This is a rendition from Bobby Flay’s recipe… since he’s absolutely wrong on all of the cooking times, prep times and is vague on the process. Maybe if we all had a huge commercial kitchen and Sous Chefs 🙂
Cook Time Total: 45 min
The order I suggest cooking this recipe is as follows:
- First make up mashed potatoes and cool, I washed the potatoes under very cold water and mashed up in a glass baking dish, spread them out, and stuck them in the freezer for about 15 min.
- Then follow potato cake recipe. You can cook these cake while you pear sauce is reducing. I set my cakes aside to reheat them when finishing the duck off in the oven.
- Then I strain and transfer my pear sauce into the sauce pan and let reduce for the second time. While that’s reducing I start cooking the pear relish until brown and the duck breast (fat side down).
- Remove relish from heat and add the bourbon sugar blend. *If you don’t have bourbon you can use vanilla extract and water, 1tsp per 1/2 cup of water. Set that mixture aside on the stove so it stays warm from the oven being on.
- Now I move on to finishing the sauce and duck. Stir the butter into sauce and remove from heat after whisked so it will finish thickening.
- Transfer duck to oven along with cakes and cook until done (5 min). Don’t over cook duck, it should be medium rare.

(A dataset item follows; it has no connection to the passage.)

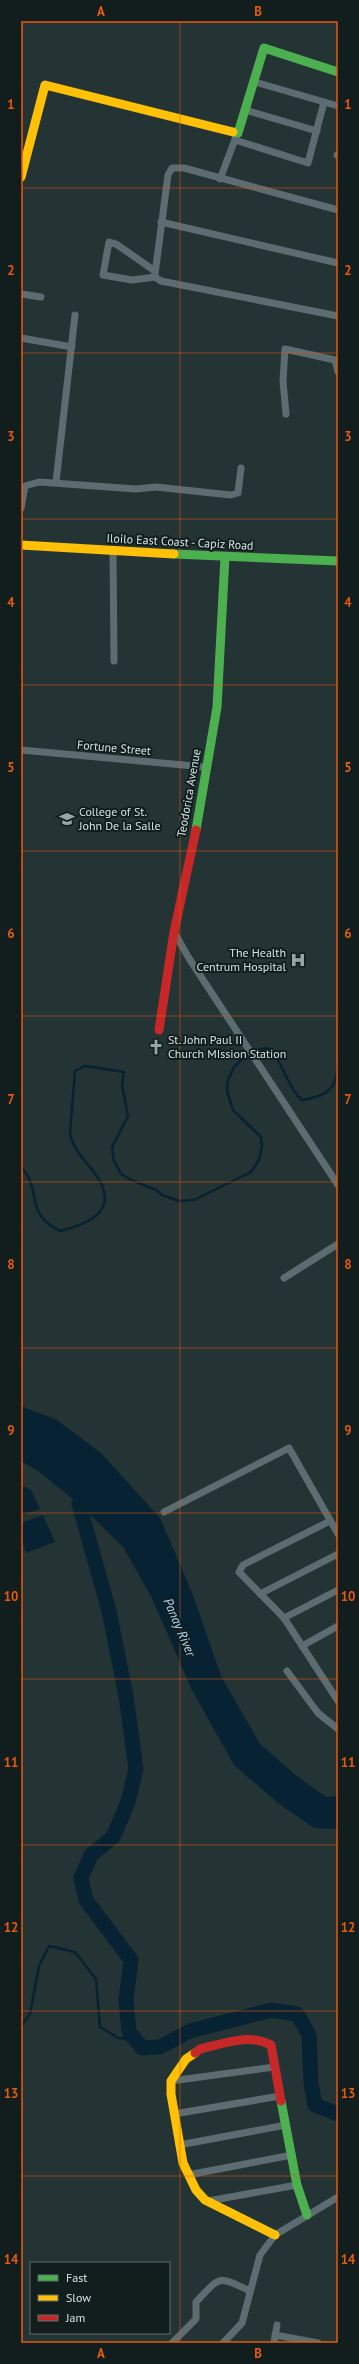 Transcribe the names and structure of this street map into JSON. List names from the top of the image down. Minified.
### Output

- 2 cups cold mashed potatoes
- 1/4 cup panko bread crumbs, plus extra for coating
- 1/2 cup crumbled blue cheese
- Sea Salt and FRESHLY ground pepper
- Panko crumbs, for dusting
- 1/4 cup olive oil
Combine the potatoes, bread crumbs and blue cheese in a medium bowl. Season with salt and pepper to taste. Form the mixture into eight 2-inch cakes. Chill in the refrigerator for 30 minutes. Dredge the cakes lightly in more panko crumbs. Heat the oil in a large saute pan over high heat. Cook the cakes until golden brown on both sides. Set aside in a glass baking dish.
Red Chile Pear Sauce:
- 2 tablespoons olive oil
- 1 large red onion, finely chopped
- 1 cup dry red wine
- 8 cups homemade chicken stock (or 2 32oz boxes)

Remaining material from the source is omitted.